Using the records below, output the stretch that opens with the line containing "Parse the screen: labels, road" and closes with the line containing "Task: Give me", exactly and including both lines, with nothing more.
• • • •
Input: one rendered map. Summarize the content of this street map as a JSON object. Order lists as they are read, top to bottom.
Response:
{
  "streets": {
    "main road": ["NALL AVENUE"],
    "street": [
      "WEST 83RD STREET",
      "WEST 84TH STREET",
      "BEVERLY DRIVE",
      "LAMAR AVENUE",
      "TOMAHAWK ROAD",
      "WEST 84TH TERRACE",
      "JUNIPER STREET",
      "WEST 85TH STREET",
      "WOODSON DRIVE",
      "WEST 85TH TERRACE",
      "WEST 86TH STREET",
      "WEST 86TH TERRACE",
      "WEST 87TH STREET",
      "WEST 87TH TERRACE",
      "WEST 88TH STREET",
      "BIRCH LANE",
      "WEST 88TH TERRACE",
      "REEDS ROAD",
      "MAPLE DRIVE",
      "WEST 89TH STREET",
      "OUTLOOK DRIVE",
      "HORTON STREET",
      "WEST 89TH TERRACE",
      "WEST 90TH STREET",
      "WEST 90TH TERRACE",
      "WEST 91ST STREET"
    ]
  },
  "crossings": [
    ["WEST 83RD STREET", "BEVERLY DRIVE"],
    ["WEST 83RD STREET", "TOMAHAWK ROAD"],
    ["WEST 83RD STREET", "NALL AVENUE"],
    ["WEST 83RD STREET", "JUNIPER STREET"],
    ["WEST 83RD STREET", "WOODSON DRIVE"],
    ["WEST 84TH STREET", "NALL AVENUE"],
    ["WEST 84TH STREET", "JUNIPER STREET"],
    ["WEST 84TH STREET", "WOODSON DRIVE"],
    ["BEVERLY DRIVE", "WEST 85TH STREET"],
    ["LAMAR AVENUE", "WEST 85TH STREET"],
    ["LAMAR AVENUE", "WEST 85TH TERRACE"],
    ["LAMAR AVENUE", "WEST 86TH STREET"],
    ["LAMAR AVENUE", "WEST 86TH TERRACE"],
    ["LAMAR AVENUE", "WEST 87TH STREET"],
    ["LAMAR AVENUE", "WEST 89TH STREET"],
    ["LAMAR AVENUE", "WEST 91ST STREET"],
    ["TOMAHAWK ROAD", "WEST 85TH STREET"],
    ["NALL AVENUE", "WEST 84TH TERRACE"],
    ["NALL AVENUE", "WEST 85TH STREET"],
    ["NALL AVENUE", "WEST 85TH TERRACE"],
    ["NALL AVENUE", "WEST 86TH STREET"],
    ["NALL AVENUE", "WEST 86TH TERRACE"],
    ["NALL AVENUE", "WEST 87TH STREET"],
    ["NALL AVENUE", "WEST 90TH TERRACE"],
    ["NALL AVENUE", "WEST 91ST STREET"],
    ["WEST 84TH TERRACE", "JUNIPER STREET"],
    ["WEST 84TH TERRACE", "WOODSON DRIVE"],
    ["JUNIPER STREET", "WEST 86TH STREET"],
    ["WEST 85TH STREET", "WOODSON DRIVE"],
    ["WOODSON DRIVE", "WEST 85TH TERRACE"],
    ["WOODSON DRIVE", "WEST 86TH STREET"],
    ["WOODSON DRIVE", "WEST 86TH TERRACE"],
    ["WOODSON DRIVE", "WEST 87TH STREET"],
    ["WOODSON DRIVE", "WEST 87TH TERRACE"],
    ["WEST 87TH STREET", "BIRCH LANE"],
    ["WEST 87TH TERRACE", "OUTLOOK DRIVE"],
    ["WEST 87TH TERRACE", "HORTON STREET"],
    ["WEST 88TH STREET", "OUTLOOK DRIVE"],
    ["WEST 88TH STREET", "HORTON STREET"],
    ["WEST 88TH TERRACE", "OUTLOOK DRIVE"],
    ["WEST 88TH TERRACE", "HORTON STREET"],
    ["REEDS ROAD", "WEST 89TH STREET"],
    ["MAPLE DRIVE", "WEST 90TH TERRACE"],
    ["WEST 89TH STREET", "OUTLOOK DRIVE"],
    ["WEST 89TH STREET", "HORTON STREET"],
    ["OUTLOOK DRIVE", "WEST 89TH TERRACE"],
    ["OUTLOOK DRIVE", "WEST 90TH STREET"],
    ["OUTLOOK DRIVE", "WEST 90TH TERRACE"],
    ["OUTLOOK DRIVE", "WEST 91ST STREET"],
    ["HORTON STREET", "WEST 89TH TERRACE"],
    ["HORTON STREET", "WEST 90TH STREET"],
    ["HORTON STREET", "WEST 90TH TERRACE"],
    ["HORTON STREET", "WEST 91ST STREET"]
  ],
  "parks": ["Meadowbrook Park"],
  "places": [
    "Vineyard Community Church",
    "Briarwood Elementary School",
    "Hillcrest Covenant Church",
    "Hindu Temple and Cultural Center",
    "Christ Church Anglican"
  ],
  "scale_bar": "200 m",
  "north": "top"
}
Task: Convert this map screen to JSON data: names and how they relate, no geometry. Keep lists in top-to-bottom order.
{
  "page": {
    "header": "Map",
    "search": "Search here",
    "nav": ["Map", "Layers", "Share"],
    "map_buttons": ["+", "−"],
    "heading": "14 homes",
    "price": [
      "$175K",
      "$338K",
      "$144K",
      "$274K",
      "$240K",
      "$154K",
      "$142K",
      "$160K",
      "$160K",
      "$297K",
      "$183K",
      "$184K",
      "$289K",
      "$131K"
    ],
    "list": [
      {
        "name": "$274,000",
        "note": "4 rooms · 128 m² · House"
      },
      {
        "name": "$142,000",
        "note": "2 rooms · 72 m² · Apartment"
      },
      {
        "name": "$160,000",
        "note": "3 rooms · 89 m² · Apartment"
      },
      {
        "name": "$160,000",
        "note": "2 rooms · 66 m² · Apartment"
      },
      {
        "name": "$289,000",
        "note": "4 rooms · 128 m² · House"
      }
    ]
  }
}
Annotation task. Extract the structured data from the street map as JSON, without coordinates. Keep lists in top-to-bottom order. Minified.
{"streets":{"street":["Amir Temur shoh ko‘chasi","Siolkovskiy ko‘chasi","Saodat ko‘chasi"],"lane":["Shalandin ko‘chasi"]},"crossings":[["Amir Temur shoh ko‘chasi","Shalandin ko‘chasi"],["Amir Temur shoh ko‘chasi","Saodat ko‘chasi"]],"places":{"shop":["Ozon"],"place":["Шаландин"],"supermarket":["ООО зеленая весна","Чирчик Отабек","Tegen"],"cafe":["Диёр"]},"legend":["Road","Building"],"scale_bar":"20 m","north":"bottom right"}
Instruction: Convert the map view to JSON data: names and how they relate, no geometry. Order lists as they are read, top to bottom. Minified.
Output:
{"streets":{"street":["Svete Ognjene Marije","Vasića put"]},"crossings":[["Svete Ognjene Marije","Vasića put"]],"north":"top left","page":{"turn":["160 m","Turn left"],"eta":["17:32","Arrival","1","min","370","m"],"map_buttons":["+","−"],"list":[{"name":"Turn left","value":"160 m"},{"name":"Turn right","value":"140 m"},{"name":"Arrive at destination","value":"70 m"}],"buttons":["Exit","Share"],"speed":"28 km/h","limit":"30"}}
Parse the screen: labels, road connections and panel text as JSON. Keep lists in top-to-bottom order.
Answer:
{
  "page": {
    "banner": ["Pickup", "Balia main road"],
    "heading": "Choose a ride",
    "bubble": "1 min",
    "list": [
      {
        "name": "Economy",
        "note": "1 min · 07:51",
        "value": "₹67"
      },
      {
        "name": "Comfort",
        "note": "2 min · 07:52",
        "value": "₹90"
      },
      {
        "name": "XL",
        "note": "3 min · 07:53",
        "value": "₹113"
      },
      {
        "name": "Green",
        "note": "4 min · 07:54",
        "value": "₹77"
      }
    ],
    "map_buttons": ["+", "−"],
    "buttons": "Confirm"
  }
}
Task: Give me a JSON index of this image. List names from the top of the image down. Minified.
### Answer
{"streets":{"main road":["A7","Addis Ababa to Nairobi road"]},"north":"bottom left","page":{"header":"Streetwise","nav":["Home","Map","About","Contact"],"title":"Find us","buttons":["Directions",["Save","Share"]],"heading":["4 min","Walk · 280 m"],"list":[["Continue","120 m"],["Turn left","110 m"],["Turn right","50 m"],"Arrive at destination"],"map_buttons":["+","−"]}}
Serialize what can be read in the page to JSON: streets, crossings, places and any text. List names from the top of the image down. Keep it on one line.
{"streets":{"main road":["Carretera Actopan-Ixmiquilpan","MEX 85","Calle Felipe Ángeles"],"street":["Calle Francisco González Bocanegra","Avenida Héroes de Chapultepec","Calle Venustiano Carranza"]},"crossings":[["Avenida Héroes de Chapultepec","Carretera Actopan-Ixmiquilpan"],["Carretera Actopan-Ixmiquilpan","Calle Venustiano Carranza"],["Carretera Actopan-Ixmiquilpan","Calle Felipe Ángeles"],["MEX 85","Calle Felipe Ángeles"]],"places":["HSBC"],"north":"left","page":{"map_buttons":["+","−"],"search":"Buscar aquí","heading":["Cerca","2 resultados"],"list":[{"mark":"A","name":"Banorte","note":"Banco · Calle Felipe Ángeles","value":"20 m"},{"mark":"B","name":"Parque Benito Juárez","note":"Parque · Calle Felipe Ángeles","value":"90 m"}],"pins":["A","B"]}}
• • • •
§ **THE ANSWER**:
Parse the screen: labels, road connections and panel text as JSON. Keep lists in top-to-bottom order.
Answer:
{
  "page": {
    "banner": ["Pickup", "Balia main road"],
    "heading": "Choose a ride",
    "bubble": "1 min",
    "list": [
      {
        "name": "Economy",
        "note": "1 min · 07:51",
        "value": "₹67"
      },
      {
        "name": "Comfort",
        "note": "2 min · 07:52",
        "value": "₹90"
      },
      {
        "name": "XL",
        "note": "3 min · 07:53",
        "value": "₹113"
      },
      {
        "name": "Green",
        "note": "4 min · 07:54",
        "value": "₹77"
      }
    ],
    "map_buttons": ["+", "−"],
    "buttons": "Confirm"
  }
}
Task: Give me a JSON index of this image. List names from the top of the image down. Minified.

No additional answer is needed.